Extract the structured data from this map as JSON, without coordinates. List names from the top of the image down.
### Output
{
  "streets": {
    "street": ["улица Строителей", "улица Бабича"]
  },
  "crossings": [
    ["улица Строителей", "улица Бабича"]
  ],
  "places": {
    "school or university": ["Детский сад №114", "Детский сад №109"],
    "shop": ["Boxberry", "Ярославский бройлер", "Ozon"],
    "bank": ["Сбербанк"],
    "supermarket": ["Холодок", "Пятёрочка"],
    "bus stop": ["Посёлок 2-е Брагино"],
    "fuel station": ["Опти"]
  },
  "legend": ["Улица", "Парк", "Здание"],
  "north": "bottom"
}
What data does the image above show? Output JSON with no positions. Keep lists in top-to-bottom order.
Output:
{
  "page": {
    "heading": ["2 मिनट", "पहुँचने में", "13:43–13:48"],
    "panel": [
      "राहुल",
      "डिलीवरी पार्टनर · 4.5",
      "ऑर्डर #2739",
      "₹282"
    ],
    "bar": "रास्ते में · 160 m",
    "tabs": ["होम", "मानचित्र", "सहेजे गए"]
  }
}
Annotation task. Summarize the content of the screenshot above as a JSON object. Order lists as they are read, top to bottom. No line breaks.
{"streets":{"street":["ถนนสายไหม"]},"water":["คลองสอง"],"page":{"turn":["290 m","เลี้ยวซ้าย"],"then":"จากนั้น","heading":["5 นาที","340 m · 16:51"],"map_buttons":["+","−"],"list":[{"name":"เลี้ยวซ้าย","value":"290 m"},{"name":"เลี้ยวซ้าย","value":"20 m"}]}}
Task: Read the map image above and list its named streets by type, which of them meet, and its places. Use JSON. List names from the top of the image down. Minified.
++++++++++++++++++++
#### Work item:
The entire listing above, every line of it, should be copied out exactly.

#### Result for this task:
Extract the structured data from this map as JSON, without coordinates. List names from the top of the image down.
### Output
{
  "streets": {
    "street": ["улица Строителей", "улица Бабича"]
  },
  "crossings": [
    ["улица Строителей", "улица Бабича"]
  ],
  "places": {
    "school or university": ["Детский сад №114", "Детский сад №109"],
    "shop": ["Boxberry", "Ярославский бройлер", "Ozon"],
    "bank": ["Сбербанк"],
    "supermarket": ["Холодок", "Пятёрочка"],
    "bus stop": ["Посёлок 2-е Брагино"],
    "fuel station": ["Опти"]
  },
  "legend": ["Улица", "Парк", "Здание"],
  "north": "bottom"
}
What data does the image above show? Output JSON with no positions. Keep lists in top-to-bottom order.
Output:
{
  "page": {
    "heading": ["2 मिनट", "पहुँचने में", "13:43–13:48"],
    "panel": [
      "राहुल",
      "डिलीवरी पार्टनर · 4.5",
      "ऑर्डर #2739",
      "₹282"
    ],
    "bar": "रास्ते में · 160 m",
    "tabs": ["होम", "मानचित्र", "सहेजे गए"]
  }
}
Annotation task. Summarize the content of the screenshot above as a JSON object. Order lists as they are read, top to bottom. No line breaks.
{"streets":{"street":["ถนนสายไหม"]},"water":["คลองสอง"],"page":{"turn":["290 m","เลี้ยวซ้าย"],"then":"จากนั้น","heading":["5 นาที","340 m · 16:51"],"map_buttons":["+","−"],"list":[{"name":"เลี้ยวซ้าย","value":"290 m"},{"name":"เลี้ยวซ้าย","value":"20 m"}]}}
Task: Read the map image above and list its named streets by type, which of them meet, and its places. Use JSON. List names from the top of the image down. Minified.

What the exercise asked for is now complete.